◆ Task objective ◆
Report the count of lines below in which the string "roads" occurs; include nothing else.

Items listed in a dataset

- - -

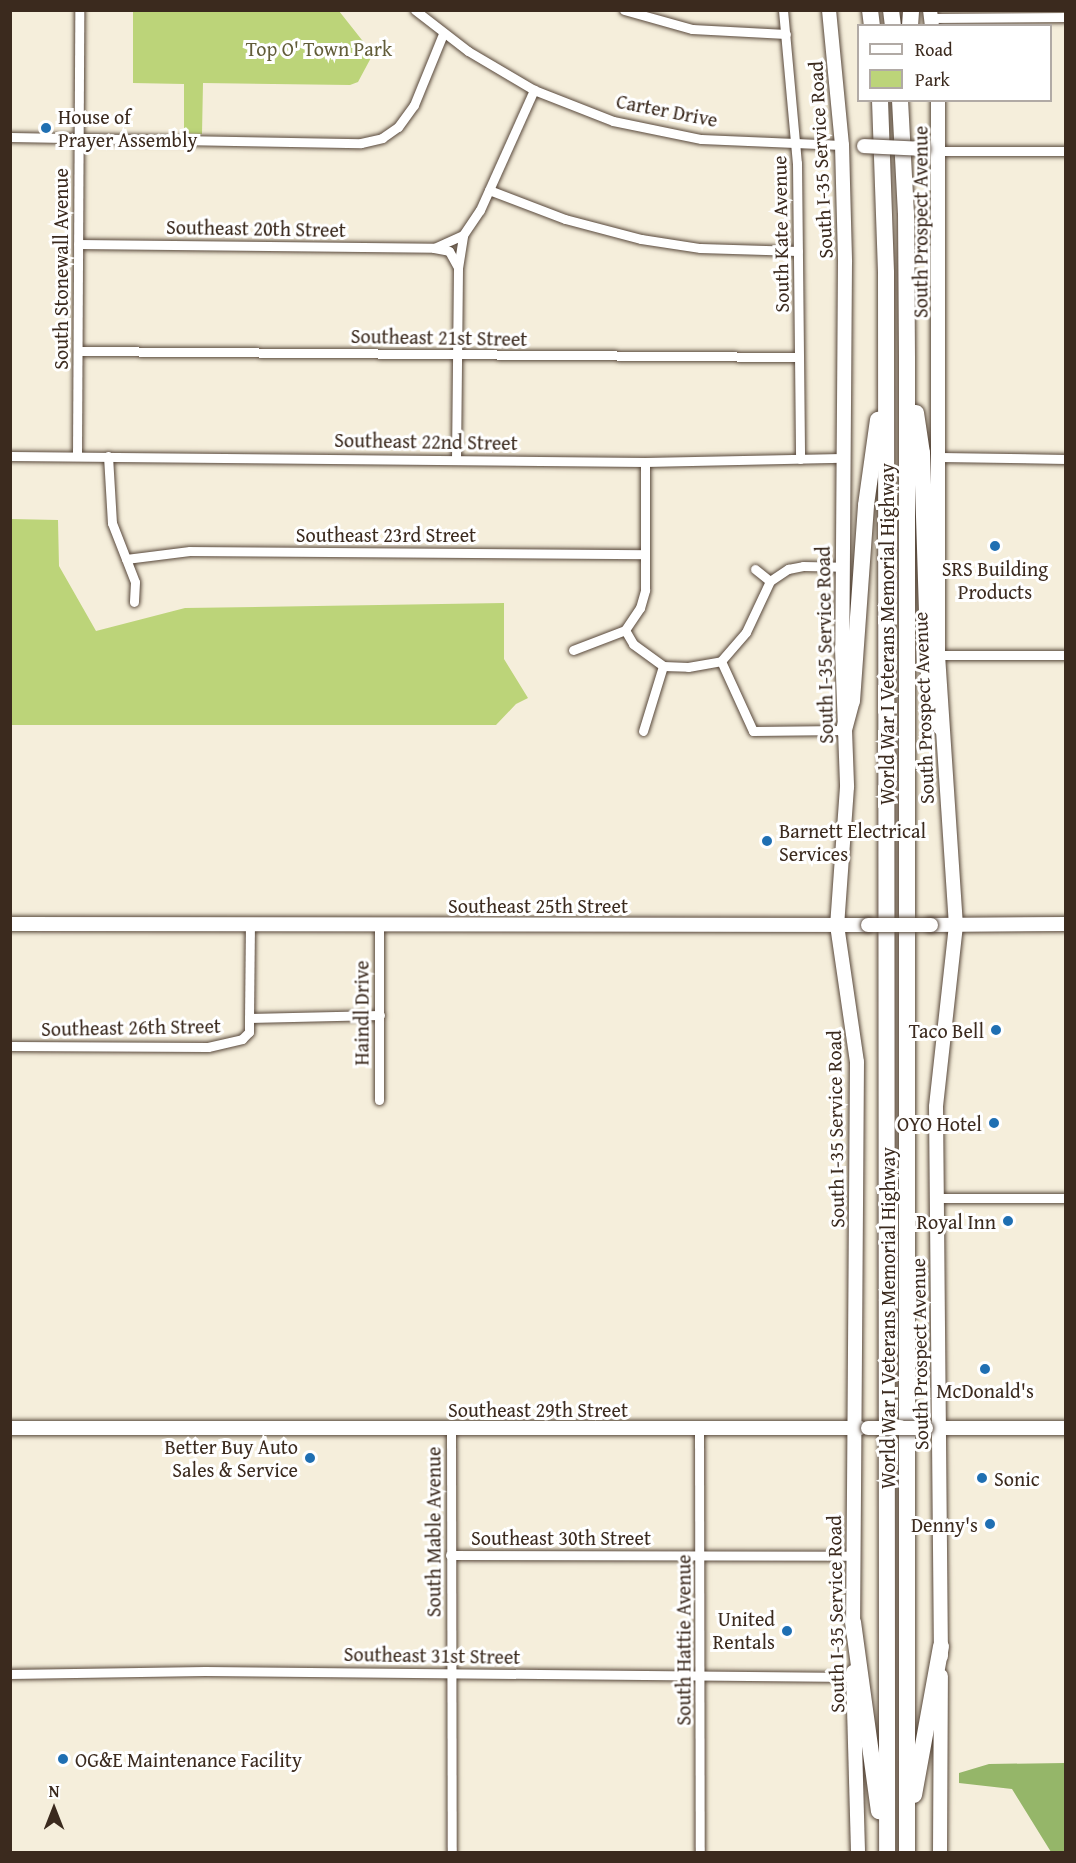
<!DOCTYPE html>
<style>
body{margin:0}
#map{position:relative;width:1076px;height:1863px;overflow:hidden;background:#f5eedb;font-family:"Gentium Book Plus",serif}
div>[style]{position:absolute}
.green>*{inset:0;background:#bcd479}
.forest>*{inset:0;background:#95b669}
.roads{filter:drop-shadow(0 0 2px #57473a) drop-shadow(0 0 2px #57473a)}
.street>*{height:9px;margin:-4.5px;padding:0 4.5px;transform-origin:4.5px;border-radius:4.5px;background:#fff}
.secondary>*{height:14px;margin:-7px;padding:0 7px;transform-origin:7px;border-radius:7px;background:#fff}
.highway>*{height:16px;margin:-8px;padding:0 8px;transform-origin:8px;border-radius:8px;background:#fff}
.bridges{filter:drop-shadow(0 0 2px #57473a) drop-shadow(0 0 2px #57473a)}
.secondary-bridge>*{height:14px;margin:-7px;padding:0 7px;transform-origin:7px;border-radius:7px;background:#fff}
.dots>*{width:16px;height:16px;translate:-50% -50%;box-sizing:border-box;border:3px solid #fff;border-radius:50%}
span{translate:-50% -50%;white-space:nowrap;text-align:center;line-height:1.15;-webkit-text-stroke:6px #fff;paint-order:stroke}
.park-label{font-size:20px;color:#625d39}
.street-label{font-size:20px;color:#3b2a1e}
.poi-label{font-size:20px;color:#3b2a1e}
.left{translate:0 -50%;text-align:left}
.right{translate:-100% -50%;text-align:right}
.frame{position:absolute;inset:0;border:12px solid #3b2a1e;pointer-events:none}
.legend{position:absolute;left:857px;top:24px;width:195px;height:78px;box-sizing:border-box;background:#fff;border:2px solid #b1aaa5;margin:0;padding:8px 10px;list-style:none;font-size:18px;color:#3b2a1e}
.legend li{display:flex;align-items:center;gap:12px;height:30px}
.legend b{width:30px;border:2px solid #b1aaa5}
.north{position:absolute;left:24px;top:1779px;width:60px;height:60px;-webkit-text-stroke:4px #fff;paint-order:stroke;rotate:0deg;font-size:16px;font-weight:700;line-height:24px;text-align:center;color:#3b2a1e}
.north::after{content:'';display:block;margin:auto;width:21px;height:27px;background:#3b2a1e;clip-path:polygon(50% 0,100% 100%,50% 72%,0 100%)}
</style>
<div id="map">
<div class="green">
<div style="clip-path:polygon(133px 11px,339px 11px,373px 54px,358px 82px,350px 85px,203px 83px,202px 134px,184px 133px,184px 84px,133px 83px)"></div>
<div style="clip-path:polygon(11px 519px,58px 520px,59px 566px,96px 631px,185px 608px,504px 603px,504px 659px,528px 698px,516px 704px,496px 725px,11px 725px)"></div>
</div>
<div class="forest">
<div style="clip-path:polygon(1065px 1763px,1065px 1852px,1051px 1852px,1012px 1789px,959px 1783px,959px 1773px,989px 1764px)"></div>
</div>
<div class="roads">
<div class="street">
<div style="left:415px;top:10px;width:67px;rotate:37.7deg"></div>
<div style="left:468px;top:51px;width:77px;rotate:30.6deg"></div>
<div style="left:534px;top:90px;width:85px;rotate:21.4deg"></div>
<div style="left:613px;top:121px;width:90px;rotate:11.6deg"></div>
<div style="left:701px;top:139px;width:141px;rotate:2.4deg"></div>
<div style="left:624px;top:10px;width:71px;rotate:15.6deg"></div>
<div style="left:692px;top:29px;width:94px;rotate:3deg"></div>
<div style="left:783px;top:10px;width:154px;rotate:84.8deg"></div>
<div style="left:797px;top:163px;width:296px;rotate:89.4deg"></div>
<div style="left:932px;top:18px;width:134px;rotate:-0.4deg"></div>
<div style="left:10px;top:137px;width:351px;rotate:1deg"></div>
<div style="left:361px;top:143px;width:22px;rotate:-13deg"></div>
<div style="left:382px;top:138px;width:19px;rotate:-35deg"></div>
<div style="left:398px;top:127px;width:27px;rotate:-54deg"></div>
<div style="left:414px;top:105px;width:77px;rotate:-67.8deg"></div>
<div style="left:941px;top:151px;width:125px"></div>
<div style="left:489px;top:190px;width:81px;rotate:20.9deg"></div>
<div style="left:565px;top:219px;width:79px;rotate:14.7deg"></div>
<div style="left:641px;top:239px;width:60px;rotate:8.7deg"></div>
<div style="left:700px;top:248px;width:98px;rotate:1.8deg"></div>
<div style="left:78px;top:244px;width:356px;rotate:0.6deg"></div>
<div style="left:434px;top:248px;width:32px;rotate:-24deg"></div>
<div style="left:434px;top:248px;width:15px;rotate:11deg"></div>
<div style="left:449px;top:251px;width:18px;rotate:61deg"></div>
<div style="left:78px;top:351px;width:721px;rotate:0.48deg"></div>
<div style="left:10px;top:456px;width:635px;rotate:0.54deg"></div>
<div style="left:645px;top:462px;width:197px;rotate:-1.2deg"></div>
<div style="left:77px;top:456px;width:446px;rotate:-89.7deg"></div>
<div style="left:108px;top:456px;width:67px;rotate:86.6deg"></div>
<div style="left:112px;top:523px;width:63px;rotate:68.7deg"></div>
<div style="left:135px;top:582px;width:20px;rotate:93deg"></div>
<div style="left:940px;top:457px;width:126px;rotate:0.9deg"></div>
<div style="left:456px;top:460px;width:192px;rotate:-89.4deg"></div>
<div style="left:458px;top:268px;width:33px;rotate:-81deg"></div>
<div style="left:463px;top:235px;width:30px;rotate:-56deg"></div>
<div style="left:480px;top:210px;width:132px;rotate:-65.8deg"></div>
<div style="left:126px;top:559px;width:64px;rotate:-7.1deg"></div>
<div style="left:190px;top:551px;width:455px;rotate:0.4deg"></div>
<div style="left:755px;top:569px;width:19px;rotate:39deg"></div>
<div style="left:625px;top:630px;width:16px;rotate:60deg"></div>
<div style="left:633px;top:644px;width:37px;rotate:36deg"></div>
<div style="left:663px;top:666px;width:25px;rotate:2deg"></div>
<div style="left:688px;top:667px;width:34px;rotate:-10deg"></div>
<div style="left:721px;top:661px;width:38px;rotate:-49deg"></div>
<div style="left:746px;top:632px;width:56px;rotate:-64.8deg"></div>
<div style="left:770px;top:581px;width:22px;rotate:-34deg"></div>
<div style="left:788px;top:569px;width:15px;rotate:-11deg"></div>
<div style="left:803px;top:566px;width:39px;rotate:1deg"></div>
<div style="left:573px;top:650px;width:56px;rotate:-21deg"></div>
<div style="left:625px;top:630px;width:27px;rotate:-56deg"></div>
<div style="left:640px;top:608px;width:19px;rotate:-74deg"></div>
<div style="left:645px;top:590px;width:128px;rotate:-90deg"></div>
<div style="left:938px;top:655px;width:128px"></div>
<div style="left:721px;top:661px;width:77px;rotate:65.4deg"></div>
<div style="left:753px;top:731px;width:91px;rotate:-0.6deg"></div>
<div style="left:643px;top:731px;width:68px;rotate:-72.9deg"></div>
<div style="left:249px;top:1018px;width:94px;rotate:-89.4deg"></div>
<div style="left:10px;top:1046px;width:198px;rotate:0.3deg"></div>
<div style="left:208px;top:1047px;width:35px;rotate:-13deg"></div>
<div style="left:242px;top:1039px;width:10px;rotate:-45deg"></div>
<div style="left:249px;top:1032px;width:14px;rotate:-90deg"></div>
<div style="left:249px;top:1018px;width:131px;rotate:-1.3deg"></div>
<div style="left:379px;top:1100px;width:175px;rotate:-90deg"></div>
<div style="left:937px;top:1198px;width:129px"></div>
<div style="left:451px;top:1428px;width:424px;rotate:89.9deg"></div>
<div style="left:699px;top:1428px;width:424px;rotate:89.9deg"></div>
<div style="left:450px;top:1555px;width:402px;rotate:0.1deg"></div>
<div style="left:10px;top:1674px;width:195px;rotate:-0.9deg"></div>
<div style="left:205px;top:1671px;width:648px;rotate:0.53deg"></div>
</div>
<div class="secondary">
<div style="left:829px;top:10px;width:136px;rotate:84.5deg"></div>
<div style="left:842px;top:145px;width:117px;rotate:88.5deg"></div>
<div style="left:845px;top:262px;width:386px;rotate:90.4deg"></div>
<div style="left:842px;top:648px;width:139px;rotate:87.9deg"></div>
<div style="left:847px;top:787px;width:138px;rotate:94.1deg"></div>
<div style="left:837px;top:925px;width:138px;rotate:81.7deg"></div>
<div style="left:857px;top:1062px;width:570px;rotate:90.4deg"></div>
<div style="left:930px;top:10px;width:16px;rotate:83deg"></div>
<div style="left:938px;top:100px;width:555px;rotate:90deg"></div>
<div style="left:938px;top:655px;width:271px;rotate:86.2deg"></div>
<div style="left:956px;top:925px;width:183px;rotate:96.3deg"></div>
<div style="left:936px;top:1107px;width:549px;rotate:89.48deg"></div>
<div style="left:10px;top:924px;width:858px;rotate:0.07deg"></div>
<div style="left:931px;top:925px;width:135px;rotate:-0.4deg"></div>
<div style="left:10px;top:1428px;width:850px"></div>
<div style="left:934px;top:1428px;width:132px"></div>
<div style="left:853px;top:1672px;width:180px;rotate:88.4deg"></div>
<div style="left:940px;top:1852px;width:176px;rotate:-89.7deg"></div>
</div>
<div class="highway">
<div style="left:870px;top:10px;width:16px;rotate:83deg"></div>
<div style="left:891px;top:10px;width:16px;rotate:83deg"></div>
<div style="left:910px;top:26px;width:16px;rotate:-86deg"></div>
<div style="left:880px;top:100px;width:173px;rotate:88deg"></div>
<div style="left:886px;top:273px;width:1579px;rotate:89.96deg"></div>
<div style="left:900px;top:100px;width:113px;rotate:87deg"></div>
<div style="left:906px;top:213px;width:146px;rotate:89.6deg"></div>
<div style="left:907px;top:359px;width:1493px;rotate:90deg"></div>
<div style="left:916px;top:413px;width:40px;rotate:81.5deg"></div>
<div style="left:922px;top:453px;width:222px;rotate:88.2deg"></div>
<div style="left:929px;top:675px;width:54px;rotate:77.2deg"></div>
<div style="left:844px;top:730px;width:30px;rotate:-75deg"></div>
<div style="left:852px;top:701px;width:196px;rotate:-85.9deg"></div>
<div style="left:866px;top:505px;width:86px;rotate:-82deg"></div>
<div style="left:853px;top:1622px;width:191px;rotate:82.2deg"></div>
<div style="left:914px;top:1795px;width:151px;rotate:-79.7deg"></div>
</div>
</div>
<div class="bridges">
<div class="secondary-bridge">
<div style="left:864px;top:146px;width:59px;rotate:2.9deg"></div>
<div style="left:868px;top:925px;width:63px"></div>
<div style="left:868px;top:1428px;width:58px"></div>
</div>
</div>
<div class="dots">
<div style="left:46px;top:128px;background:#1f6fb2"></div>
<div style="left:995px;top:546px;background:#1f6fb2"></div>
<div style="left:767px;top:841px;background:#1f6fb2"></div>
<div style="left:996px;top:1030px;background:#1f6fb2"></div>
<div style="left:994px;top:1123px;background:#1f6fb2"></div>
<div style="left:1008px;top:1221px;background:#1f6fb2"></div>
<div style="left:985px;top:1369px;background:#1f6fb2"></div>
<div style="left:310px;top:1458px;background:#1f6fb2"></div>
<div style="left:982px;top:1478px;background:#1f6fb2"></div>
<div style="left:990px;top:1524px;background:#1f6fb2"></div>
<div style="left:787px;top:1631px;background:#1f6fb2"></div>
<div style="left:63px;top:1759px;background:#1f6fb2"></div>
</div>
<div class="park-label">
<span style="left:319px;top:48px">Top O' Town Park</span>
</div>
<div class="street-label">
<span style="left:667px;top:110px;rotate:11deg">Carter Drive</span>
<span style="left:820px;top:160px;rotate:-93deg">South I-35 Service Road</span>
<span style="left:920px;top:222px;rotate:-90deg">South Prospect Avenue</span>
<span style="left:256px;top:228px;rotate:1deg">Southeast 20th Street</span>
<span style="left:780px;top:234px;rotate:-91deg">South Kate Avenue</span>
<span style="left:60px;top:269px;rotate:-90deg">South Stonewall Avenue</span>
<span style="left:439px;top:337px;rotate:1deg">Southeast 21st Street</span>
<span style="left:426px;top:441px;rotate:1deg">Southeast 22nd Street</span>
<span style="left:386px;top:534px">Southeast 23rd Street</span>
<span style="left:886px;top:634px;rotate:-90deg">World War I Veterans Memorial Highway</span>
<span style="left:824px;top:645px;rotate:-91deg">South I-35 Service Road</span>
<span style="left:923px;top:708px;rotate:-92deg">South Prospect Avenue</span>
<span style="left:538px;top:905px">Southeast 25th Street</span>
<span style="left:361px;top:1013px;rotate:-90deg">Haindl Drive</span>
<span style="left:131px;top:1027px;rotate:-1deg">Southeast 26th Street</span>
<span style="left:835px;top:1129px;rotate:-91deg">South I-35 Service Road</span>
<span style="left:887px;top:1318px;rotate:-90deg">World War I Veterans Memorial Highway</span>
<span style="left:919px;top:1354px;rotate:-91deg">South Prospect Avenue</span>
<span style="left:538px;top:1409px">Southeast 29th Street</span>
<span style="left:433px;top:1532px;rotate:-90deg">South Mable Avenue</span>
<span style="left:561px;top:1537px">Southeast 30th Street</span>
<span style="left:835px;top:1614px;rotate:-91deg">South I-35 Service Road</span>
<span style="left:683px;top:1640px;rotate:-90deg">South Hattie Avenue</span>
<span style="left:432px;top:1655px;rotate:1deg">Southeast 31st Street</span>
</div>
<div class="poi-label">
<span class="left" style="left:58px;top:128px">House of<br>Prayer Assembly</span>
<span style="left:995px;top:580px">SRS Building<br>Products</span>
<span class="left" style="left:779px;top:842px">Barnett Electrical<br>Services</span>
<span class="right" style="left:984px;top:1030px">Taco Bell</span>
<span class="right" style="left:982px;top:1123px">OYO Hotel</span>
<span class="right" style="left:996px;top:1221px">Royal Inn</span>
<span style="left:985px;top:1390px">McDonald's</span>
<span class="right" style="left:298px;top:1458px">Better Buy Auto<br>Sales &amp; Service</span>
<span class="left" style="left:994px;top:1478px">Sonic</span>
<span class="right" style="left:978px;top:1524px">Denny's</span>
<span class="right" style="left:775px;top:1630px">United<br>Rentals</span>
<span class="left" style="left:75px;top:1759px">OG&amp;E Maintenance Facility</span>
</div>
<div class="frame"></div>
<ul class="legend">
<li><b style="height:8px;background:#fff"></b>Road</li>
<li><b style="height:16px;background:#bcd479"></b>Park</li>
</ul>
<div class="north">N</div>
</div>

- - -

◆ Answer for this exercise ◆
2